Secara umum, kondisi cuaca di Jawa Tengah pada pagi hingga siang hari diprediksi cerah berawan hingga berawan. Memasuki sore hingga awal malam, langit akan berawan dan terdapat potensi hujan ringan di sebagian wilayah Pegunungan Tengah.
Rincian Cuaca di Tujuh Wilayah Solo Raya
BMKG memprakirakan suhu udara di wilayah Jawa Tengah berkisar antara 16–34 derajat Celsius dengan kelembaban 45–95 persen. Angin bertiup dari arah Timur-Selatan dengan kecepatan 10–35 km/jam.
Untuk kawasan Solo Raya, berikut rincian prakiraan cuaca yang dirilis BMKG:
- Kota Surakarta: cerah berawan, suhu 26–33°C, kelembaban 50–80 persen.
- Kabupaten Sukoharjo: cerah berawan, suhu 26–33°C, kelembaban 50–80 persen.
- Kabupaten Klaten: cerah berawan, suhu 26–33°C, kelembaban 50–80 persen.
- Kabupaten Wonogiri: berawan, suhu 26–33°C, kelembaban 50–80 persen.
- Kabupaten Sragen: berawan, suhu 26–34°C, kelembaban 50–80 persen.
- Kabupaten Boyolali: berawan, suhu 22–32°C, kelembaban 60–90 persen.
- Kabupaten Karanganyar: berawan, suhu 22–33°C, kelembaban 60–90 persen.
Potensi Gelombang Tinggi di Perairan Selatan
BMKG mencatat ketinggian gelombang di Perairan Utara Jawa Tengah berada pada kisaran 0,5–2,5 meter.
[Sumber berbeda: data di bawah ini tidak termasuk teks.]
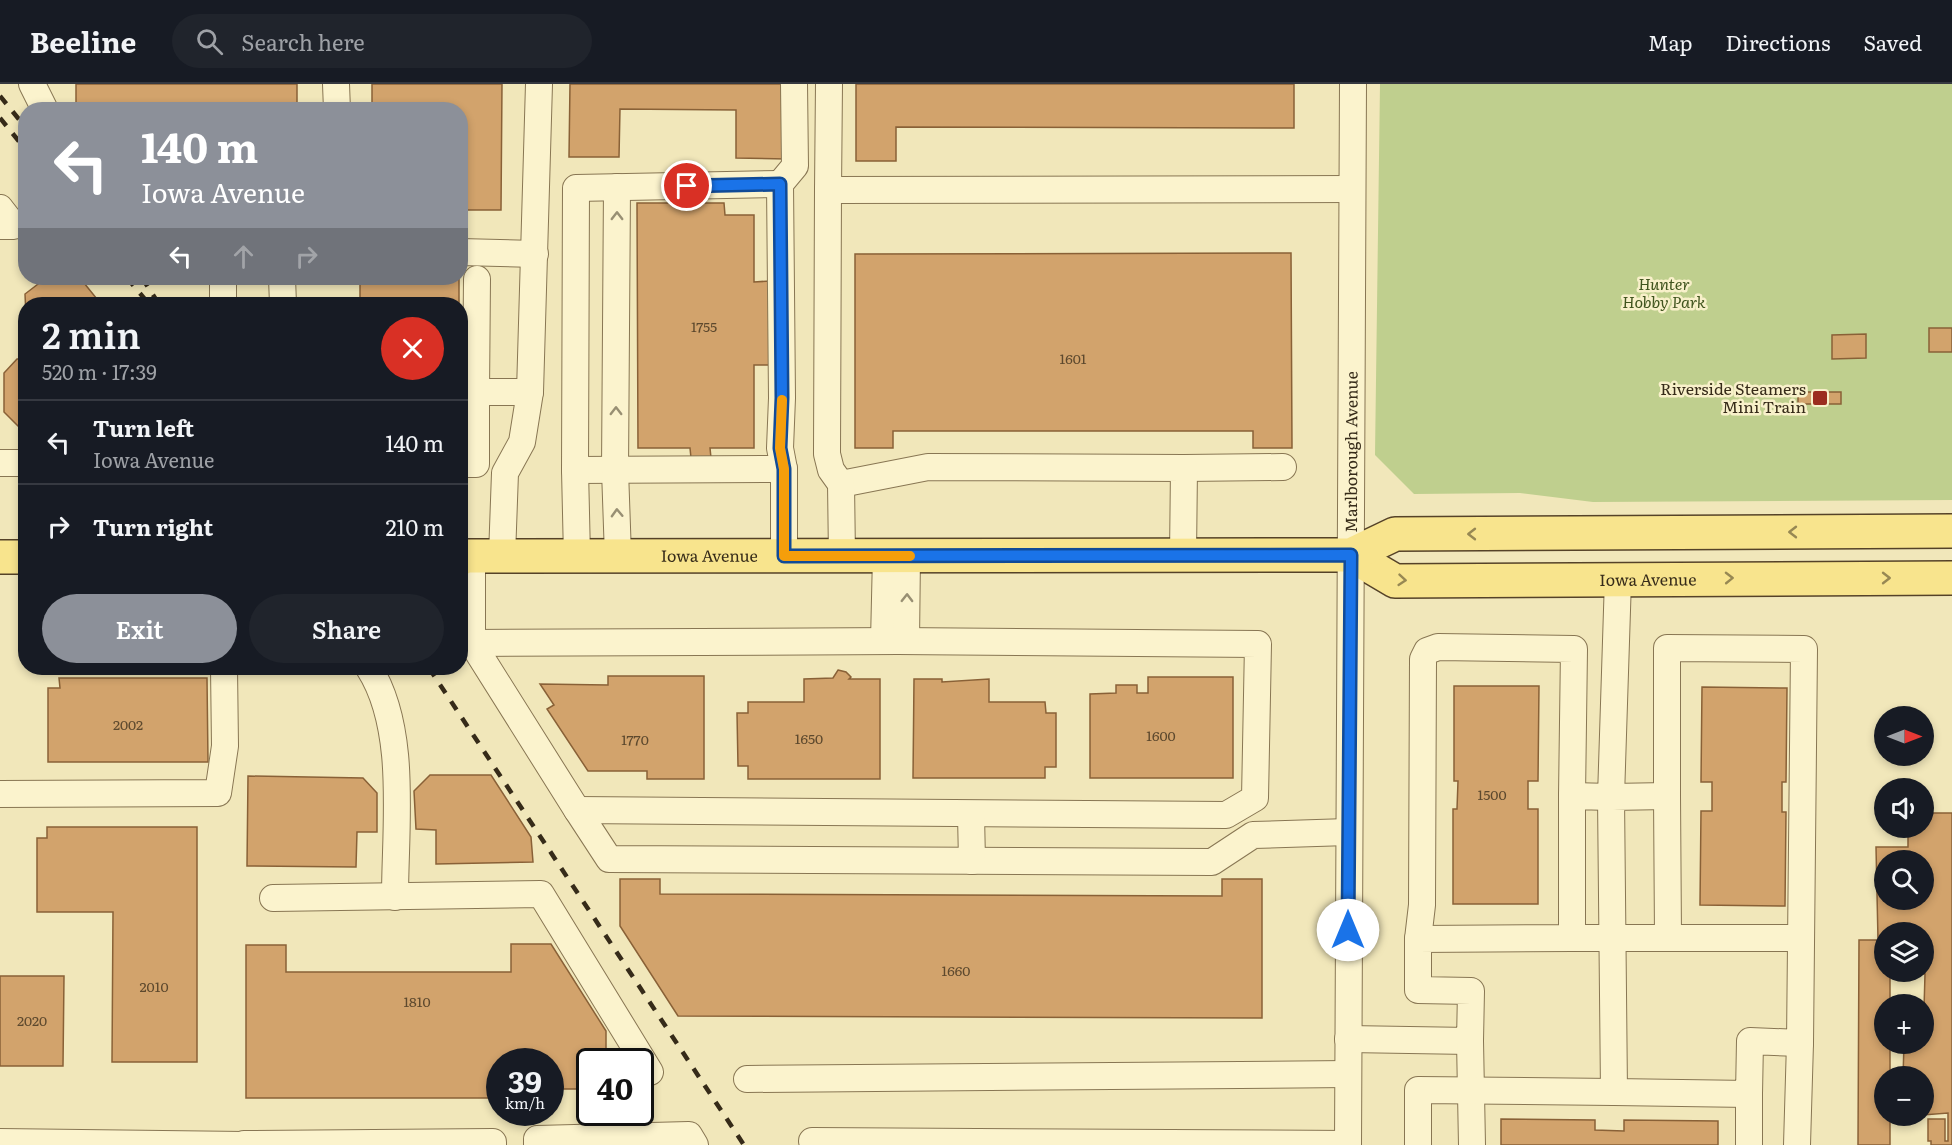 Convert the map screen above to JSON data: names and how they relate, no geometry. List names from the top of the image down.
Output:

Sementara itu, Perairan Selatan Jawa Tengah berpotensi mengalami gelombang lebih tinggi, mencapai 1,25–4,0 meter.
Masyarakat yang beraktivitas di pesisir selatan, termasuk nelayan, diimbau memperhatikan perkembangan cuaca sebelum melaut. Kondisi gelombang dengan ketinggian tersebut perlu diwaspadai mengingat berisiko bagi keselamatan pelayaran.
Waspada Kebakaran Hutan dan Lahan
Memasuki puncak musim kemarau, BMKG mengingatkan potensi kemudahan terjadinya kebakaran hutan dan lahan meningkat. Masyarakat diminta tidak membakar sampah atau membuang puntung rokok sembarangan di area lahan kering.
Imbauan ini menjadi perhatian khusus bagi warga yang tinggal di dekat kawasan pertanian, perkebunan, maupun hutan di wilayah Boyolali, Karanganyar, dan Wonogiri yang memiliki topografi berbukit.